Skip to content
STIMSMITH

Directed Instruction Stream Generation

Technique WIKI v1 · 5/26/2026

Directed Instruction Stream Generation is a RISCV-DV test-generation technique in which instruction sequences for execution scenarios that require coordinated constraints—such as loops, load/store hazards, and numeric computation exceptions—are generated and randomized as directed streams, then inserted into a non-directed randomized instruction dump while preserving each directed sequence intact.

Overview

Directed Instruction Stream Generation is used in RISCV-DV when certain RISC-V instruction categories cannot be meaningfully tested as isolated, unconstrained random instructions. RISCV-DV groups execution use-cases such as loop sequences, load/store hazards, and numeric computation exceptions into directed streams, whose instructions are constrained together as a sequence to create a desired execution scenario. These streams are generated, randomized, and inserted randomly into an initially generated dump of non-directed randomized instructions. During insertion, RISCV-DV avoids inserting one directed stream inside another directed stream already present in the dump. [C1]

Motivation

The technique addresses instruction categories that require sequencing. The cited paper gives jalr as an example: an unconstrained jump instruction could skip most executable test code, create an infinite loop, or jump outside the test program’s scope.
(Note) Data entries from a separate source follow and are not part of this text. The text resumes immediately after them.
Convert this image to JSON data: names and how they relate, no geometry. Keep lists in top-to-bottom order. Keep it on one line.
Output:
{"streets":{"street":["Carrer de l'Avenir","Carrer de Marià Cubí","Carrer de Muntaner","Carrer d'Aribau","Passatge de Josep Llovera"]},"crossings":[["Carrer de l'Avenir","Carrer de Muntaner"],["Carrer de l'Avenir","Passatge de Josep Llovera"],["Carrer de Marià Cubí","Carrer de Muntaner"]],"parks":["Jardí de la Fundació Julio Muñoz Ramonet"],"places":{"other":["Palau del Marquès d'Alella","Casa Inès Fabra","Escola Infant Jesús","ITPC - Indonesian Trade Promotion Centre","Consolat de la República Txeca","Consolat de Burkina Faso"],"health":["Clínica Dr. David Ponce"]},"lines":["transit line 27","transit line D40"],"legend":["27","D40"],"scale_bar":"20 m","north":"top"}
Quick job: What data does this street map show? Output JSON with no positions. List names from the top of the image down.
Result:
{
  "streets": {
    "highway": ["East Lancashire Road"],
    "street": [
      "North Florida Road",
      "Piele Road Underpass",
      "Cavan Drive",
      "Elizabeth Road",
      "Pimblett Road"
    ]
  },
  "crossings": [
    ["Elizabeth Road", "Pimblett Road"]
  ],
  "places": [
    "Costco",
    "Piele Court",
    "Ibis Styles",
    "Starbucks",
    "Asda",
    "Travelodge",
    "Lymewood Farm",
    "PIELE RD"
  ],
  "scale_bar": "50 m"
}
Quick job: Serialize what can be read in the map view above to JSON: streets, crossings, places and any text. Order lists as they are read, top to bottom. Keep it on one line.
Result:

Directed streams allow such scenarios to be constrained together so that the generated program remains meaningful for verification. [C1]

Generation flow

A directed stream generation flow in RISCV-DV includes the following steps:

  1. Configure instruction-generation parameters, including the ratio of different instruction-stream kinds to generate. [C2]
  2. Generate and randomize directed instruction streams for the main program and sub-programs according to user-specified ratios. [C3]
  3. Generate an initial dump of non-directed randomized instructions. [C1]
  4. Randomly insert the directed streams into the non-directed stream while preserving directed sequences as atomic regions and avoiding insertion inside an existing directed stream. [C1]
  5. Revisit the merged stream and annotate target locations for embedded jump instructions with appropriate labels. [C1]

Performance characteristics

Profiling of RISCV-DV identified directed stream creation and randomization as the highest-impact bottleneck among the listed bottlenecks. The cited analysis attributes most of the time in directed-stream generation to constraint-solver execution. [C3]

The insertion of directed streams into the non-directed instruction stream was identified as another major bottleneck. The original insertion process used a greedy approach: it randomly selected an injection location, and if that location fell inside an already inserted directed sequence, it selected another random location. This insertion bottleneck became more severe as instruction count increased and was characterized as having O(n²) algorithmic complexity. [C4]

Parallelized implementation pattern

The cited optimized implementation parallelizes randomization of directed instruction streams. In the shown implementation, generate_directed_instr_stream iterates over directed_instr_stream_ratio, computes an insertion count for each stream from original_instr_cnt * ratio / 1000, enforces a minimum insertion count, accumulates the total stream length, and spawns a fork that calls generate_directed_instr_stream_idx for that stream. Each fork is assigned thread affinity, all forks are joined, the expected stream length is asserted, and the final directed stream array is shuffled. [C5]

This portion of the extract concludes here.